Tech Talk Thursday: The Facts on Apple’s New iPad

What’s springtime without a new release from Apple? The company recently announced the updates that have been made to its base-level iPad and they’re not bad – they just might not wow you. We’ll lay out the facts, and you can decide whether or not its worth a purchase.

The Price

Last year,  Apple released its fifth generation of the iPad at a starting price point of $329. Considering all the new tech they included in the device, the lower price was a nice surprise relative to the price of previous generations of the iPad which were typically in the $499 -$599 range. This latest iPad will also start at $329 and gets you 32GB of space to work with; the price increases relative to the capacity of the device.

The Processor

If you find yourself constantly busy in multiple apps, this update might be of importance to you. The new iPad uses what Apple is calling the “A10 Fusion chip”, which boasts 40% faster CPU and 50% faster graphics performance compared to the fifth generation iPad. You should see improved performance when using graphics-intensive apps and if you’re using multiple apps at a time.

The Pencil

Remember when the iPad Pro was released and Apple released a neat stylus tool called the Apple Pencil to go with it? Previously, the Apple Pencil has only been available for the iPads in the Pro line, the 10.5-inch,  and the 12.9 inch. The new iPad will provide support for use of the Pencil, so you can draw and write all over the screen just as simply as if you were writing on paper. It should be noted that the Pencil is sold separately to the tune of $99.

Everything Else

Aside from the processor and Pencil support upgrades, it doesn’t seem as though a whole lot has changed with the release of the new iPad. It is very comparable to the fifth generation iPad that came before it: 9.7-inch Retina display, enhanced speakers, same camera specs, Touch ID home button, no Smart Connector for attaching a Smart Keyboard, support for iOS 11. There’s not much else to it.

My opinion?
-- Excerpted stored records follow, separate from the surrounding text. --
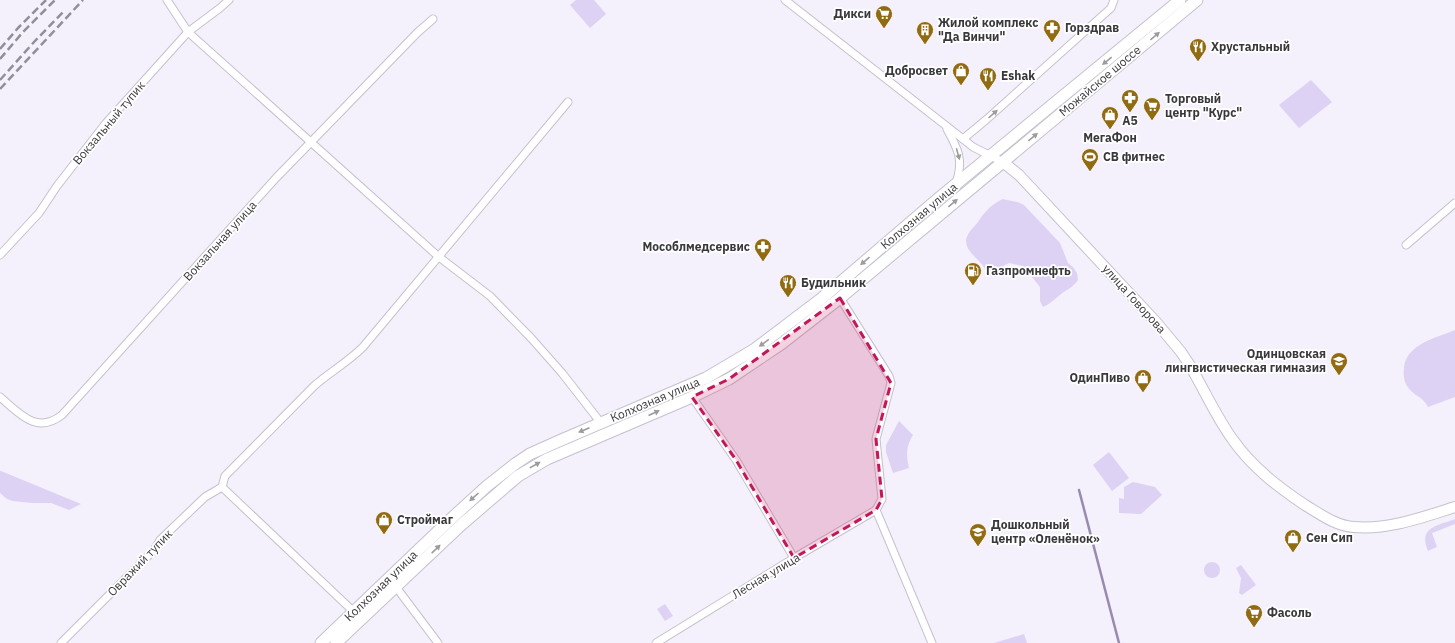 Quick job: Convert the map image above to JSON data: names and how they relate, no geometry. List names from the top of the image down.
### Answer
{
  "streets": {
    "main road": ["Можайское шоссе", "Колхозная улица", "улица Говорова"],
    "street": [
      "Вокзальный тупик",
      "Вокзальная улица",
      "Овражий тупик",
      "Лесная улица"
    ]
  },
  "crossings": [
    ["Можайское шоссе", "Колхозная улица"],
    ["Можайское шоссе", "улица Говорова"],
    ["Колхозная улица", "улица Говорова"]
  ],
  "places": {
    "supermarket": ["Дикси", "Торговый центр \"Курс\"", "Фасоль"],
    "pharmacy": ["Горздрав", "А5", "Мособлмедсервис"],
    "building": ["Жилой комплекс \"Да Винчи\""],
    "restaurant": ["Хрустальный", "Eshak", "Будильник"],
    "shop": [
      "Добросвет",
      "МегаФон",
      "ОдинПиво",
      "Строймаг",
      "Сен Сип"
    ],
    "sports": ["СВ фитнес"],
    "fuel station": ["Газпромнефть"],
    "school or university": ["Одинцовская лингвистическая гимназия", "Дошкольный центр «Оленёнок»"]
  }
}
If you use your iPad for typical things like checking email, browsing the internet, utilizing some of your favorite apps and you also like the idea of being able to use the Apple Pencil but don’t feel as though you need all of the power of the iPad Pro (and want to spend a little less), the new iPad + Pencil combo might be a nice compromise and a good buy. Otherwise, you’re probably just as well off with your current iPad (no matter the generation or model) so long as it still runs well for you.